International career^{‡}
- 2015–2016: Italy U16 / 8 / (0)
- 2016–2017: Italy U17 / 10 / (0)
- 2017–2018: Italy U18 / 7 / (0)
- 2018: Italy U19 / 2 / (0)

= Axel Campeol =

Italian footballer (born 2000)

Axel Campeol (born 5 March 2000) is an Italian footballer and content creator who plays as a left-back for Zeta Milano.

==Club career==
Born in Conegliano and raised in Farra di Soligo, Campeol first started playing football at Union Qdp before joining the youth sector of AC Milan, where he spent most of his junior career and started playing for their Under-19 squad in the 2017–18 season.

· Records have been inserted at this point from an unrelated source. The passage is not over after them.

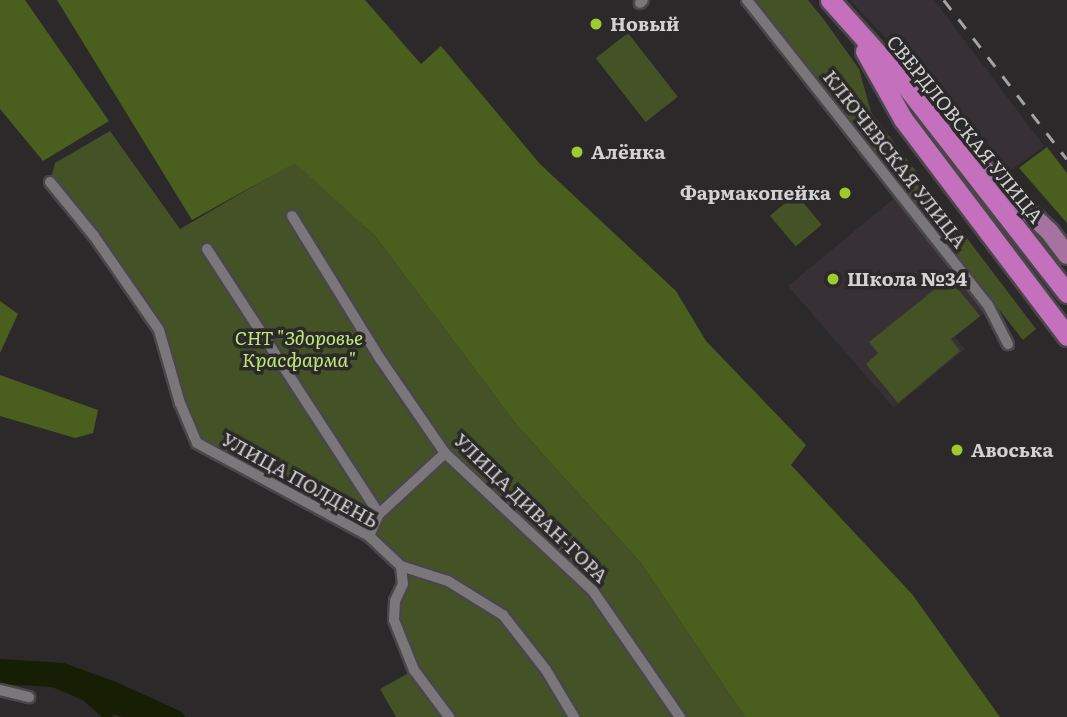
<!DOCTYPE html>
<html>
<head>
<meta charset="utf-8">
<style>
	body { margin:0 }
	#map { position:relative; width:1067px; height:717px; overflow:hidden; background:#2b292a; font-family:Literata,serif }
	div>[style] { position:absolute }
	.built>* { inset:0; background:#373136 }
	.green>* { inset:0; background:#445226; transform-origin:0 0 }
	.forest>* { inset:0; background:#4a5e1d }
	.water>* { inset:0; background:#161e04 }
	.roads { filter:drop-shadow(2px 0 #494749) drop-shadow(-2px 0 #494749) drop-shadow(0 2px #494749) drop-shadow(0 -2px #494749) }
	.street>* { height:10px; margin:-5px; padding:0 5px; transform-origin:5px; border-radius:5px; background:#797779 }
	.primary>* { height:18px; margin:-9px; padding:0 9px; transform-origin:9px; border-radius:9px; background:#a673a1 }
	.highway>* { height:19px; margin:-9.5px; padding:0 9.5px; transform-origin:9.5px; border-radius:9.5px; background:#c470bc }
	.rail>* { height:2.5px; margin-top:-1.25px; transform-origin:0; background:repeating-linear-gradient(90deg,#a5a3a4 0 12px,transparent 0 24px) }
	.dots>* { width:19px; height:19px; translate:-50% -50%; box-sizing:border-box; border:4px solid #2b292a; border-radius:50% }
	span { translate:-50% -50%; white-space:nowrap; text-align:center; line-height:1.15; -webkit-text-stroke:7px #2b292a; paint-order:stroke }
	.poi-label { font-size:19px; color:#d3d2d3; font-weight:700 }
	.left { translate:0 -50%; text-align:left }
	.right { translate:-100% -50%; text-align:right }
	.street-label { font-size:19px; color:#d3d2d3 }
	.park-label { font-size:19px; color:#c2e878; font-style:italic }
</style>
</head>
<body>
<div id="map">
	<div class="built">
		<div style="clip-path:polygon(850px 0,934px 0,1044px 146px,1011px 170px)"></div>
		<div style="clip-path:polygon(897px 196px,987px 311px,955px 337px,965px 349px,894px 408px,788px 286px)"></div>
	</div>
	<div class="green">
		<div style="clip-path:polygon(756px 0,808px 0,825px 21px,859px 69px,871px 112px,1036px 329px,1023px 340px)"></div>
		<div style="left:628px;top:33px;width:81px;height:41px;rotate:52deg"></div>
		<div style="clip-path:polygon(110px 131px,180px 229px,295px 162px,375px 236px,515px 423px,640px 562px,745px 717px,396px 717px,380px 689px,414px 670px,394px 620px,401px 566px,369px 536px,197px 443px,159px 330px,50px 182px,55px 163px)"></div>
		<div style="left:796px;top:194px;width:40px;height:34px;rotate:50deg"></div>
		<div style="clip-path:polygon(949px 278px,980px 316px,951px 339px,960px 351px,898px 403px,866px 364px,878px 353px,869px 342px)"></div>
	</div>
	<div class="forest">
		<div style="clip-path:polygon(0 0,25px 0,109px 121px,43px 161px,0 109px)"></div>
		<div style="clip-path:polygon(57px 0,365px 0,421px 64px,441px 46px,540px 164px,676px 291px,706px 341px,806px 445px,791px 465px,912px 594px,1000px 717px,745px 717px,640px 562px,515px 423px,375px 236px,295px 163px,192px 220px)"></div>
		<div style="clip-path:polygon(1047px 147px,1067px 173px,1067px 223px,1019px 168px)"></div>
		<div style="clip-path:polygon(0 301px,18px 314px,0 353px)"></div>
		<div style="clip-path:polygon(0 375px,98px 410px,93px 433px,75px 438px,0 416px)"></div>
	</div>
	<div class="water">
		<div style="clip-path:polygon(0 659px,64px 663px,116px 682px,180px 711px,186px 717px,123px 717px,112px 714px,113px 717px,102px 717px,83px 700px,52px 687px,0 684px)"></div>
	</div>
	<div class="roads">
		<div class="street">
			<div style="left:747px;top:0;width:389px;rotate:51.7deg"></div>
			<div style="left:988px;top:305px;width:44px;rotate:62.9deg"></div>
			<div style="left:640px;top:3px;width:4px;rotate:-45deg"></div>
			<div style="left:50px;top:182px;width:70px;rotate:50.8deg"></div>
			<div style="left:94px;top:236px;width:114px;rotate:55.3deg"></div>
			<div style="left:159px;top:330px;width:76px;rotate:74deg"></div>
			<div style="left:180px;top:403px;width:43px;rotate:67deg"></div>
			<div style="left:197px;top:443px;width:196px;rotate:28.4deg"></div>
			<div style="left:369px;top:536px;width:44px;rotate:43.2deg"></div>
			<div style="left:401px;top:566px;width:49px;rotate:17.7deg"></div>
			<div style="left:448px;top:581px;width:65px;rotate:31.7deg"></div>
			<div style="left:503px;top:615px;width:70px;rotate:52deg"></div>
			<div style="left:546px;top:670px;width:55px;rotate:59.2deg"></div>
			<div style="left:292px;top:216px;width:169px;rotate:58.3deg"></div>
			<div style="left:381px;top:360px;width:113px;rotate:55.5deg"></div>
			<div style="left:445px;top:453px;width:202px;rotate:43deg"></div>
			<div style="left:593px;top:591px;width:153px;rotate:55.4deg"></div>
			<div style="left:207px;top:249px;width:316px;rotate:57deg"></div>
			<div style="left:369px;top:536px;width:24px;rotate:-66deg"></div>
			<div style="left:379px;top:514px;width:90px;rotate:-42.7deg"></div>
			<div style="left:401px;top:566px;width:18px;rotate:84deg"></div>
			<div style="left:403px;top:584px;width:19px;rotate:115deg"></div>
			<div style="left:395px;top:601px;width:19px;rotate:93deg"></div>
			<div style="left:394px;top:620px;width:54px;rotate:68.2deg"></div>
			<div style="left:414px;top:670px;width:59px;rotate:53.3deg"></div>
			<div style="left:0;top:690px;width:30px;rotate:14deg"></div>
		</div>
		<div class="primary">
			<div style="left:962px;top:148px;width:120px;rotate:43.7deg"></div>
			<div style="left:1049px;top:231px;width:30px;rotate:53deg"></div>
		</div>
		<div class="highway">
			<div style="left:830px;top:0;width:102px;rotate:48.2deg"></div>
			<div style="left:898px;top:76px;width:275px;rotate:52.1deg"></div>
			<div style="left:865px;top:51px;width:78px;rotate:60.8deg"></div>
			<div style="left:903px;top:119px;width:272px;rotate:52.9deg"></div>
		</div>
	</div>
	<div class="rail">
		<div style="left:944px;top:0;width:201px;rotate:52.3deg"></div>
	</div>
	<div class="dots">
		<div style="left:596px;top:24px;background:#9fca2d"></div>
		<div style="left:577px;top:152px;background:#9fca2d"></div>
		<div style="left:845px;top:193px;background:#9fca2d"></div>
		<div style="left:833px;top:279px;background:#9fca2d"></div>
		<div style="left:957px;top:450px;background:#9fca2d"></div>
	</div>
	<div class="poi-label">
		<span class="left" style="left:610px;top:24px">Новый</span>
		<span class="left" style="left:591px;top:152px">Алёнка</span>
		<span class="right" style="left:831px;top:193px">Фармакопейка</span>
		<span class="left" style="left:847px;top:279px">Школа №34</span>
		<span class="left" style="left:971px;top:450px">Авоська</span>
	</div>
	<div class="street-label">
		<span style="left:965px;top:129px;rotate:51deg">СВЕРДЛОВСКАЯ УЛИЦА</span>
		<span style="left:895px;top:159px;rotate:52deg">КЛЮЧЕВСКАЯ УЛИЦА</span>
		<span style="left:300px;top:480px;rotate:29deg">УЛИЦА ПОЛДЕНЬ</span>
		<span style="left:531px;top:508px;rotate:44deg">УЛИЦА ДИВАН-ГОРА</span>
	</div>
	<div class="park-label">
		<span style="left:299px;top:349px">СНТ "Здоровье<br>Красфарма"</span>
	</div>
</div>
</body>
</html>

That team notably included fellow future professional footballers Gabriele Bellodi, Raoul Bellanova, Tommaso Pobega, Marco Brescianini, Jørgen Strand Larsen and Frank Tsadjout.

In August 2018, he moved to Sampdoria, where he spent one more year with the Under-19s, without receiving any call-ups to the senior squad.

On 16 July 2019, Campeol was loaned to Serie C club Vis Pesaro. He subsequently made his professional debut for Vis Pesaro on 25 August 2019, during a game against Südtirol: he started the match and was substituted at half-time. He collected nine league appearances during his first professional season.

On 17 September 2020, the defender was loaned once more, this time to fellow Serie C side Grosseto. In Tuscany, he established himself as a regular starter in the team, which eventually reached the play-offs' quarter-finals before losing to AlbinoLeffe.

However, towards the end of July 2021, Campeol announced his retirement at the age of just 21, quoting his growing disillusion with the world of football as one of the main reasons behind his surprising choice.

On August 23, he returns playing football and sign with FC Zeta Milano.

==International career==
Campeol has been a youth international for Italy at different stages.

He was first called up to represent his country in 2015, when he joined the Under-16 squad.

He then took part in the 2017 UEFA European Under-17 Championship (playing in all three games and starting two of them) as Italy was eliminated in group stage.

Finally, he won caps for the Under-18 and Under-19 national teams.

== After retirement ==
Immediately after retirement, Campeol has kept pursuing a degree in Physical Education at San Raffaele University in Milan: plus, he expressed the desire to give content creation on social media a try, in order to share his personal stories within the world of football.

His first opportunity came just a few months after, when he officially joined the staff of La Giovane Italia (a portal created by journalist Paolo Ghisoni to promote young talents from all over Italy) and took over their YouTube channel.